Q2. Why are 3 consecutive batches required for process validation?
Three consecutive successful batches demonstrate CONSISTENCY and REPRODUCIBILITY. One successful batch could be luck. Two could be coincidence. Three consecutive batches provide statistical confidence that the process is under control and capable of consistently producing quality product. “Consecutive” is important — it shows the process is stable over time, not just on carefully selected occasions. Some regulatory authorities and high-risk products may require more than 3 batches.
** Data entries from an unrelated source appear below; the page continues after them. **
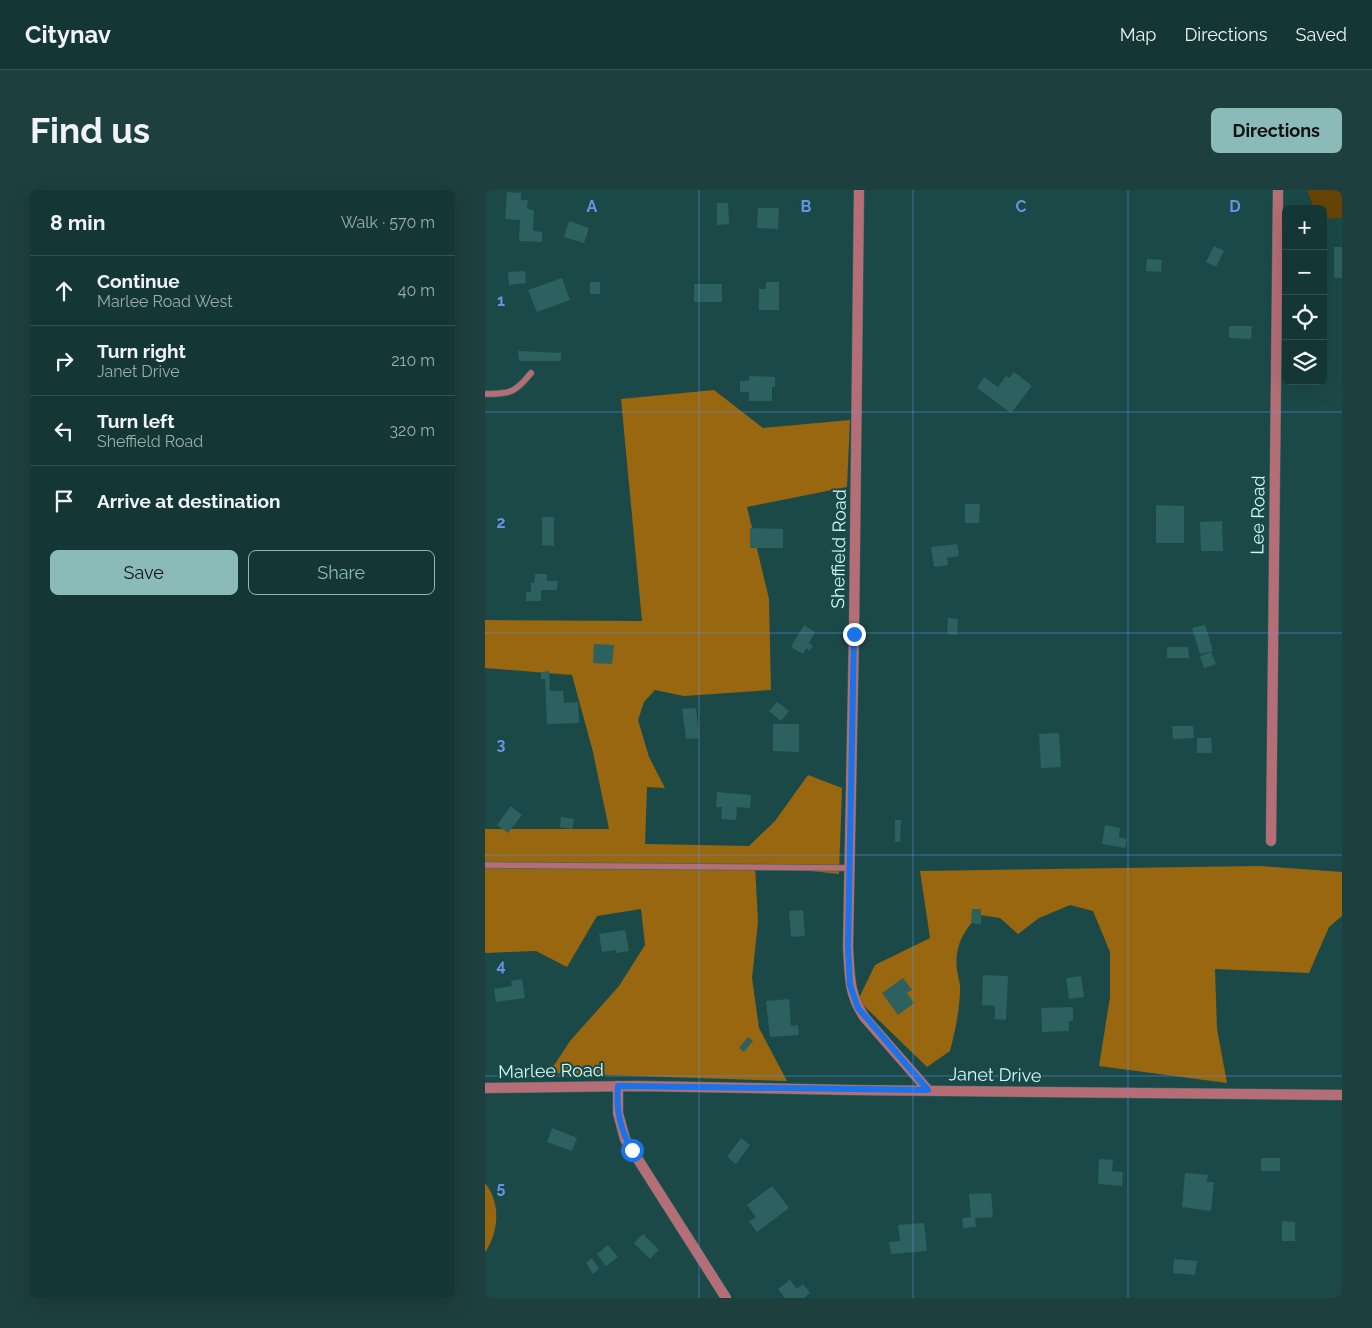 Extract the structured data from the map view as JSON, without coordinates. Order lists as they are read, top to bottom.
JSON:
{
  "streets": {
    "street": [
      "Lee Road",
      "Sheffield Road",
      "Marlee Road",
      "Janet Drive"
    ]
  },
  "crossings": [
    ["Sheffield Road", "Janet Drive"],
    ["Marlee Road", "Janet Drive"]
  ],
  "page": {
    "header": "Citynav",
    "nav": ["Map", "Directions", "Saved"],
    "buttons": [
      "Directions",
      ["Save", "Share"]
    ],
    "title": "Find us",
    "heading": ["8 min", "Walk · 570 m"],
    "map_buttons": ["+", "−"],
    "list": [
      ["Continue", "Marlee Road West", "40 m"],
      ["Turn right", "Janet Drive", "210 m"],
      ["Turn left", "Sheffield Road", "320 m"],
      "Arrive at destination"
    ]
  },
  "grid": {
    "columns": [
      "A",
      "B",
      "C",
      "D"
    ],
    "rows": [
      "1",
      "2",
      "3",
      "4",
      "5"
    ]
  }
}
Q3. What is the difference between LOD and LOQ?
LOD (Limit of Detection): the lowest concentration that can be DETECTED — you know the analyte is present but cannot accurately quantify it. Signal-to-Noise ratio ≥ 3. Formula: LOD = 3.3σ/S.
LOQ (Limit of Quantitation): the lowest concentration that can be accurately MEASURED with acceptable precision and accuracy. S/N ≥ 10. Formula: LOQ = 10σ/S.
LOQ is always higher than LOD (approximately 3× higher). For impurity testing, you need LOQ (to quantify how much impurity is present), not just LOD.